------ RECORDED DATA

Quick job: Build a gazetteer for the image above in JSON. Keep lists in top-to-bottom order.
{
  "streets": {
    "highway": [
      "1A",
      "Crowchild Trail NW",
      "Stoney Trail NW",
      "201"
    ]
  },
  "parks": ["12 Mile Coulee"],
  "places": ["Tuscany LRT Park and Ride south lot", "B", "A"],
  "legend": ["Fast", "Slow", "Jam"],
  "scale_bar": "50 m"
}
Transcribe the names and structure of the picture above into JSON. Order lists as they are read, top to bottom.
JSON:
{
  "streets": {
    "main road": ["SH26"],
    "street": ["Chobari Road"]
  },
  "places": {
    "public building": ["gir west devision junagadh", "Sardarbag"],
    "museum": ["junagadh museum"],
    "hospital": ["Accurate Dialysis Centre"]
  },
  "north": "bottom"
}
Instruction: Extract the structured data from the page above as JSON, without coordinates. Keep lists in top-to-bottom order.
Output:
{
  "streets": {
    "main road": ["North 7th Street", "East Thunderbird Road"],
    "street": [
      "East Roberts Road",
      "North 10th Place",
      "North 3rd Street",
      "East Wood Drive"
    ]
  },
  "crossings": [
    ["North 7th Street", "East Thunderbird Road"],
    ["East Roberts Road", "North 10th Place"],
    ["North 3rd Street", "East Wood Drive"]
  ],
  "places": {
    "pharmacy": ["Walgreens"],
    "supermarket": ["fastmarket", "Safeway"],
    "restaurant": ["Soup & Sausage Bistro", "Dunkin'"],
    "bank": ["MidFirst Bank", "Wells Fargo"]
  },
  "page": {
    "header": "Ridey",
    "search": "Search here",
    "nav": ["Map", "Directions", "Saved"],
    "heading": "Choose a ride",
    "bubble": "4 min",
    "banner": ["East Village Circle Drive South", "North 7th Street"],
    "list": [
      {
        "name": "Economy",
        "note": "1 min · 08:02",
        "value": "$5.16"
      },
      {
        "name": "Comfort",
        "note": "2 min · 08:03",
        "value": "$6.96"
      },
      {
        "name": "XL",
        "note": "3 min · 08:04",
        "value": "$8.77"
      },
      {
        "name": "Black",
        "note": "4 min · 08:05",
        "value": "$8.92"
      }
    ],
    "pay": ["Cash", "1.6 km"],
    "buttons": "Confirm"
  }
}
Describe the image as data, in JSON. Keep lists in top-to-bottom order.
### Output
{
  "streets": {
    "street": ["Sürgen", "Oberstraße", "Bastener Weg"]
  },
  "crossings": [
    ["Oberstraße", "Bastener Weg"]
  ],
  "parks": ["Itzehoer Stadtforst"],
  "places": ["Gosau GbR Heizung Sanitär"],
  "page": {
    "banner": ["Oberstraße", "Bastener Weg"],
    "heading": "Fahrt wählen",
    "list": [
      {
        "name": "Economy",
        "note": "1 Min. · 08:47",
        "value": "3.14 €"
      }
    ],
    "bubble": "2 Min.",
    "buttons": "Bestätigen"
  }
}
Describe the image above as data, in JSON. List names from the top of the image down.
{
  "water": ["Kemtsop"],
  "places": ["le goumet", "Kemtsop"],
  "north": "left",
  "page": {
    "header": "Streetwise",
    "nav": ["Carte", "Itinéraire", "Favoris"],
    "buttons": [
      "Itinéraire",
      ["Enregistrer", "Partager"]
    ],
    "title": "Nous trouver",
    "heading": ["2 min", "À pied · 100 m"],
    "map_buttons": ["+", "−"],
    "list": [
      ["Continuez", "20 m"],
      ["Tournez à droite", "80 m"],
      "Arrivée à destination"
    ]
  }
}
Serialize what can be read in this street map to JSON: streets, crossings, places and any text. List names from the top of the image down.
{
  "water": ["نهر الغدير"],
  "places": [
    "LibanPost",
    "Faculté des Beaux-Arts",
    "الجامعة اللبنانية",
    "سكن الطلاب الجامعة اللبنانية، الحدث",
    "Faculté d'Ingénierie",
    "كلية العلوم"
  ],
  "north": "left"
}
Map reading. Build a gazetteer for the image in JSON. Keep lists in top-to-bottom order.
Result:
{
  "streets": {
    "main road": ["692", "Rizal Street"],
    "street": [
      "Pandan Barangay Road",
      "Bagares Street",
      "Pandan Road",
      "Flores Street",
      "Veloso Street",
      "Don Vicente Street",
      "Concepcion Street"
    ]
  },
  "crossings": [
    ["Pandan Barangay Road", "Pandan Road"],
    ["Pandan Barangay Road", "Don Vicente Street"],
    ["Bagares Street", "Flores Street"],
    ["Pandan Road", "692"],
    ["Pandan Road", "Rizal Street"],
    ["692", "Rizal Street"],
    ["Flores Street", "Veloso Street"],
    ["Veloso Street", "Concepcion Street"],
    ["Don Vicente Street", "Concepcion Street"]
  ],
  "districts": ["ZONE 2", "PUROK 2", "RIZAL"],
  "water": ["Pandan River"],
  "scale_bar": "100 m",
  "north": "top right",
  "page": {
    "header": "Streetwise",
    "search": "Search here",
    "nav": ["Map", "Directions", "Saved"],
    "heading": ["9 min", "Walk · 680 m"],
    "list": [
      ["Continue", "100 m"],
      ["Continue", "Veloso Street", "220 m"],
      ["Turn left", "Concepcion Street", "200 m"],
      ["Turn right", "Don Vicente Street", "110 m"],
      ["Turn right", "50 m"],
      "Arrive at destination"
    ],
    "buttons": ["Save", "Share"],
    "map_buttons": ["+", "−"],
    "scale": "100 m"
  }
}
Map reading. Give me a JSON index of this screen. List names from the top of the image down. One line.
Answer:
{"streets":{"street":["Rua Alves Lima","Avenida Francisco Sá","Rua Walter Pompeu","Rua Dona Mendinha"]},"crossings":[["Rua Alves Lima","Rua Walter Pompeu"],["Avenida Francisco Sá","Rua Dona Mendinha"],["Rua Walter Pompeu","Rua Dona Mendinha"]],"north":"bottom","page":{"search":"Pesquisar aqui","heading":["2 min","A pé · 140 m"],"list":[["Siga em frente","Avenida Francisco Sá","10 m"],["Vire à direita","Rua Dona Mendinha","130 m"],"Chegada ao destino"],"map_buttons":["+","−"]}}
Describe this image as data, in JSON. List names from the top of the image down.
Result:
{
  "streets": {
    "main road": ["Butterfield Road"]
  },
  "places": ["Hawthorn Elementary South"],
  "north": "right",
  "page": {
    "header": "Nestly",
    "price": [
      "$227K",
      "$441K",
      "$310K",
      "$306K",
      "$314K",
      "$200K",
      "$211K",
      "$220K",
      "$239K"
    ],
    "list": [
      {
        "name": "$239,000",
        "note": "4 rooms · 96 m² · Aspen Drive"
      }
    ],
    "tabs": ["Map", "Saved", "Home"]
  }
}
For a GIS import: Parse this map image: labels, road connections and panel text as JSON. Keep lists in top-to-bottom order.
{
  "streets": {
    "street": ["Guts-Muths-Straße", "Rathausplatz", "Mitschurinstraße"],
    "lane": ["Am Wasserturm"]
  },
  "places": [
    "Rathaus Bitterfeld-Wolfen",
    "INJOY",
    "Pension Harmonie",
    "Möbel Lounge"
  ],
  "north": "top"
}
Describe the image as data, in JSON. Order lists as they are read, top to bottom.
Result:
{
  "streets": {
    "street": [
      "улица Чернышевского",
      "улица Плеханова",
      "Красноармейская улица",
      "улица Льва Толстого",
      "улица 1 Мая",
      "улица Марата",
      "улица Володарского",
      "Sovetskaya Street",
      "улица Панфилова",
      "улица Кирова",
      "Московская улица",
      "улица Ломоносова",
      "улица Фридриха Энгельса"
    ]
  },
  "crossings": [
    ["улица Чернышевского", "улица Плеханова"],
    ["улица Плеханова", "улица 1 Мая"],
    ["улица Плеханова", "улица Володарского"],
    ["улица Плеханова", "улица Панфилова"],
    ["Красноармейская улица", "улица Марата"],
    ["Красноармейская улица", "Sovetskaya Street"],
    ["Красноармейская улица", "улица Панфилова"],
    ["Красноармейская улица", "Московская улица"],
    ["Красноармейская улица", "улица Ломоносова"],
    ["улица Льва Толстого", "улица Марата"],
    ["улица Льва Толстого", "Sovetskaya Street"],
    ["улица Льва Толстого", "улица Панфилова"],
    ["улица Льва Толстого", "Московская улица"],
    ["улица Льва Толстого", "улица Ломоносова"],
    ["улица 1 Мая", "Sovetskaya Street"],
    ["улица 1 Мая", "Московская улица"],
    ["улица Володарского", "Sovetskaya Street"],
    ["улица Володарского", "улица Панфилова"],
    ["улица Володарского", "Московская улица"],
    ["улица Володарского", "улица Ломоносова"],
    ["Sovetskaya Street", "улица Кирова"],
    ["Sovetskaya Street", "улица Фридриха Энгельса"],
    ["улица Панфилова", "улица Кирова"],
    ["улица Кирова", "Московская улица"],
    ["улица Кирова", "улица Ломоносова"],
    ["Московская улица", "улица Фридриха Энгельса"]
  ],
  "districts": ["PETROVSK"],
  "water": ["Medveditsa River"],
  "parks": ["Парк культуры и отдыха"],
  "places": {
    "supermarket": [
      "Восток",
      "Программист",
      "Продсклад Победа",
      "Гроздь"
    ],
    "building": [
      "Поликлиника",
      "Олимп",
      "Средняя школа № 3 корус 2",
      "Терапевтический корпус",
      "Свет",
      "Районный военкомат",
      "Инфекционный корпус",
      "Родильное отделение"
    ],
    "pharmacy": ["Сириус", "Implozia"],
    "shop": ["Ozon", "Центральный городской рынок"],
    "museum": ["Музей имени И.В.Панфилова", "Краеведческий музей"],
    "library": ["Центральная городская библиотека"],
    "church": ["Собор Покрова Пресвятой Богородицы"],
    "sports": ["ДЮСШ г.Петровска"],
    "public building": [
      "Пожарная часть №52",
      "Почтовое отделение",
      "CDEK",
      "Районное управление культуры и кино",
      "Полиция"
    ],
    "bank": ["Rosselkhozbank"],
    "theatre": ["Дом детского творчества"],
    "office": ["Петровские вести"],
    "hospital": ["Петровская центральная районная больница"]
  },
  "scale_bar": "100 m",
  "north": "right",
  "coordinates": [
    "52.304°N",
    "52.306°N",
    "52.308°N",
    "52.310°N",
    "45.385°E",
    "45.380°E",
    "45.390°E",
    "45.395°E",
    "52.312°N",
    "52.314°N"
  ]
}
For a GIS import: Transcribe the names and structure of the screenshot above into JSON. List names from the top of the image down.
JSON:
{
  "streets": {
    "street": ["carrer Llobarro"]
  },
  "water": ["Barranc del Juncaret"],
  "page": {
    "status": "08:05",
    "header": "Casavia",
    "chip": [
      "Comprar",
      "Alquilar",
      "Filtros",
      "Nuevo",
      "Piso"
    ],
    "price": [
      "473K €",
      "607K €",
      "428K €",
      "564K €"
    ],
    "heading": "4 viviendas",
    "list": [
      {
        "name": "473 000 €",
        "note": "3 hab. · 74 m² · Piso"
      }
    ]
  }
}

------------

TO DO.
Print exactly the lines from the beginning of the entries through the line with "Instruction: Extract the". Output nothing more.

REPLY TO THE TASK.
Quick job: Build a gazetteer for the image above in JSON. Keep lists in top-to-bottom order.
{
  "streets": {
    "highway": [
      "1A",
      "Crowchild Trail NW",
      "Stoney Trail NW",
      "201"
    ]
  },
  "parks": ["12 Mile Coulee"],
  "places": ["Tuscany LRT Park and Ride south lot", "B", "A"],
  "legend": ["Fast", "Slow", "Jam"],
  "scale_bar": "50 m"
}
Transcribe the names and structure of the picture above into JSON. Order lists as they are read, top to bottom.
JSON:
{
  "streets": {
    "main road": ["SH26"],
    "street": ["Chobari Road"]
  },
  "places": {
    "public building": ["gir west devision junagadh", "Sardarbag"],
    "museum": ["junagadh museum"],
    "hospital": ["Accurate Dialysis Centre"]
  },
  "north": "bottom"
}
Instruction: Extract the structured data from the page above as JSON, without coordinates. Keep lists in top-to-bottom order.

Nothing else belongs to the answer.